Hoylen's Weblog

Fri, 28 May 2010

Newton's Y2K10 problem

The Apple iPad was released in Australia (as well as many other countries) today, but it is interesting to remember its ancestor--the Apple Newton. The Apple Newton was the original device that created the term Personal Digital Assistant (PDA), and many of the concepts in the iPad were already present in the Newton.

The Newton had its own date problem. The Apple Newton represented integers as signed 30-bit numbers. The processor does use 32-bit words Like nearly all modern microprocessors do, but the Newton uses two bits from it for its own housekeeping. The clock on the Newton represents time as the number of seconds past 1 January 1993 as an integer. Since the maximum integer is 2^29, the maximum time the Newton could represent is 2010-01-05 18:48:31.
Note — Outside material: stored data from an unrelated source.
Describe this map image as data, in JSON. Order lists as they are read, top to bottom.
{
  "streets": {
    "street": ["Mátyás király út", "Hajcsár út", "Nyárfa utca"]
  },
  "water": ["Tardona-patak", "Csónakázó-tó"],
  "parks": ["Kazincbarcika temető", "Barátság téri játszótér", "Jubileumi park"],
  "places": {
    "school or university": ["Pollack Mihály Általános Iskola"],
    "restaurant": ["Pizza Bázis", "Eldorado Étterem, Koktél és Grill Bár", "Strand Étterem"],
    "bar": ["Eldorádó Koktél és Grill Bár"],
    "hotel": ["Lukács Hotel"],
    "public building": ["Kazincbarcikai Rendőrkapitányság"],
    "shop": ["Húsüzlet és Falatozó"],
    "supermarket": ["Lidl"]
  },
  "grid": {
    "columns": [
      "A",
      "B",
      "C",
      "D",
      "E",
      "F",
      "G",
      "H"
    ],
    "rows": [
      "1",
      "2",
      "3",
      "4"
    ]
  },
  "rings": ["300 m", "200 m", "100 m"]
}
It is an interesting coincidence that the iPad was released in the same year that the Newton's clock ends. The iPad was announced on 27 January 2010, just 22 days after the Newton's clock reached its end. However, enterprising Newton programmers have created hacks to extend the Newton's clock.

The Apple Newton was a very innovative platform, with a unique and powerful object-oriented data model. Have a look at the Newton's technical documentation to see how it worked and why they deliberately made integers 30-bits long.

Thu, 13 May 2010

How good is facial recognition technolgy?

I recently renewed my passport and got one of the new ePassports which allows me to use the SmartGate passport control. This system uses facial recognition technology for self-processing at the border control.

How accurate is facial recognition techology? It is far from perfect, but it is very useful when used correctly in the right system.

Accuracy of biometric recognition systems is measured in two ways: False Acceptance Rate (FAR) where the system recognises a face when it should not have (e.g. letting an unknown person in), and False Rejection Rate (FRR) where the system does not recognise a face when it should have (e.g. keeping a legitimate person out).

These two values are related, because you can always improve one at the expense of the other. For example, tune the algorithm to accept more borderline cases and you improve the FRR but make the FAR worse. Letting everyone (including the bad guys) into the country is perfect FRR, but terrible FAR. Keeping everyone out (including legitimate people) is perfect FAR, but terrible FRR.

To see some real numbers, I found the results from the Face Recognition Vendor Test (PDF) of 2006.

Their benchmark performance for 2006 technolgy, for a FAR of 0.001, was a FRR of 0.01. That is, incorrectly accepting 1 in 1000 faces means incorrectly rejecting 1 in 100 faces. That was the benchmark, but different algorithms achieved similar or worse results under different conditions (see the graphs on pages 14 and 16). A FRR of 0.01 sounds poor, but is significantly better than the FRR of 0.79 that was achieved using 1993 technology -- incorrectly rejecting 8 out of 10 faces!

If the facial recognition algorithms are so poor why are they being used at border control? It is because it is not just the algorithm, but the entire system that counts.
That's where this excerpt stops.